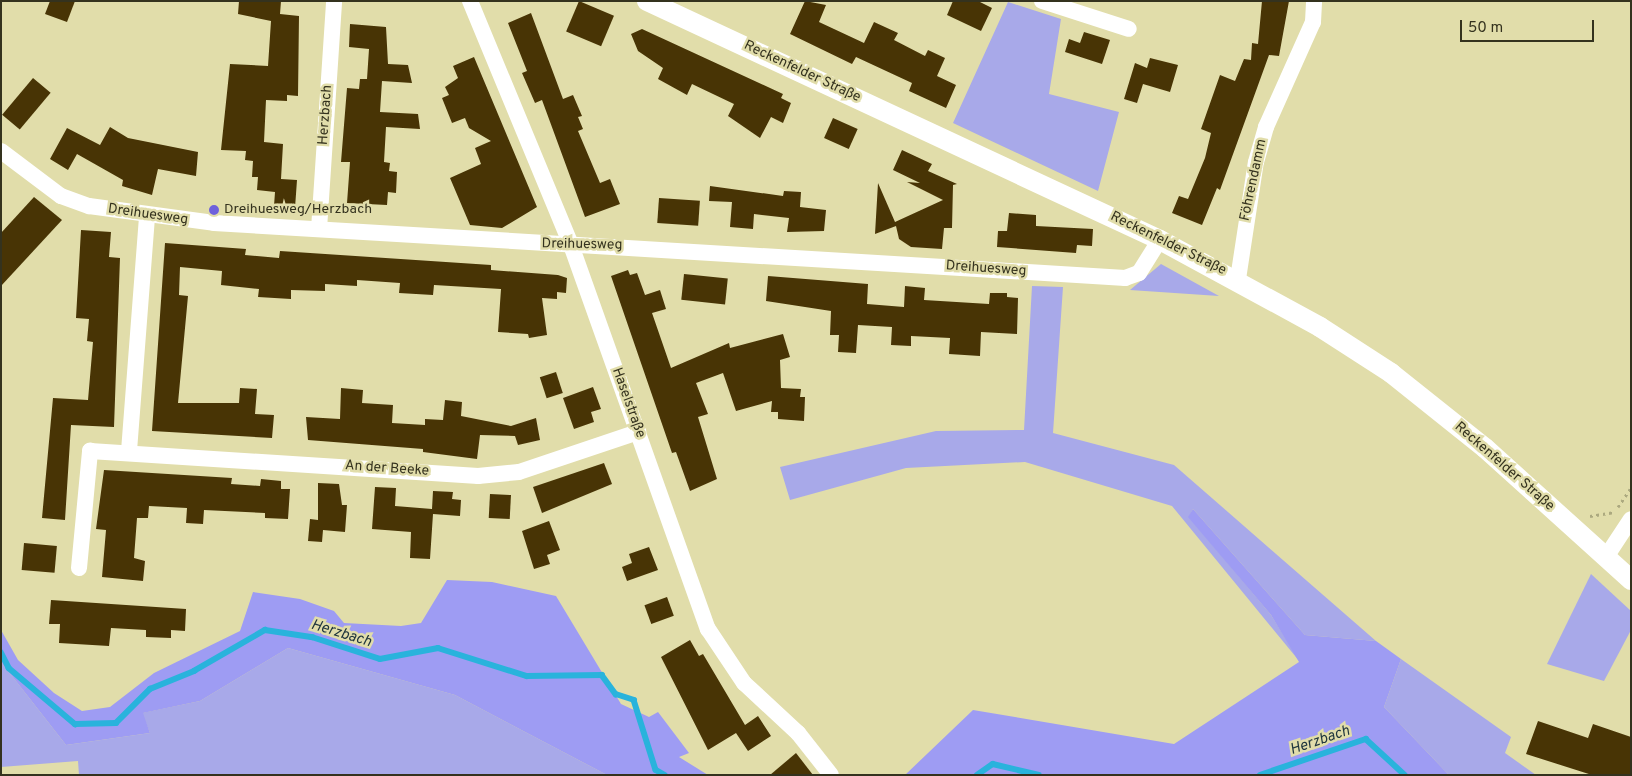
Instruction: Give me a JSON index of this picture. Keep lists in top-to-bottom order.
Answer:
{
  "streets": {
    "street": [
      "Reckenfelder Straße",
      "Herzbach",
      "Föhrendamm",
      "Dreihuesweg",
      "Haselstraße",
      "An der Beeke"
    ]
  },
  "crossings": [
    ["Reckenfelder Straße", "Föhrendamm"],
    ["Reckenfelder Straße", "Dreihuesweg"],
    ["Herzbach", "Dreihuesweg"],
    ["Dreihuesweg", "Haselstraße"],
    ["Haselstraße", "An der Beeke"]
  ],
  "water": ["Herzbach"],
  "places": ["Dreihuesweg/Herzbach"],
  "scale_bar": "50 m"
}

..............................

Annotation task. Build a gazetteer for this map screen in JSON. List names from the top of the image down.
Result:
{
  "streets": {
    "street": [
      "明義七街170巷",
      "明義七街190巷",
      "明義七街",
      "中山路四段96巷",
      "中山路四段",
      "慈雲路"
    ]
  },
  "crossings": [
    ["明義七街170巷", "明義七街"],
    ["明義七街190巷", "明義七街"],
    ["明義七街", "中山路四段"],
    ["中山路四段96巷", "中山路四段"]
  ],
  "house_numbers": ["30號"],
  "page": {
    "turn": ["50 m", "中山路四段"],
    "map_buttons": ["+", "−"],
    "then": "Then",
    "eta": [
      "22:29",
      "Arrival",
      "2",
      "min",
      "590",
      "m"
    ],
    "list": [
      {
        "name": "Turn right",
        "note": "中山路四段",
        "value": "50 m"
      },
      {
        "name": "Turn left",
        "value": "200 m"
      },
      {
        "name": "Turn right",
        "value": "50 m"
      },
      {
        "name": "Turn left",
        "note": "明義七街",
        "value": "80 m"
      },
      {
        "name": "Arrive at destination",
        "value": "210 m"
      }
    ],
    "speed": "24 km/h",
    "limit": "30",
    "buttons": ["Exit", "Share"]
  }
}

..............................

*What is being asked*: Where the word "JSON" appears in a line of the entries above, count that line; give only the number.

*Response*: 2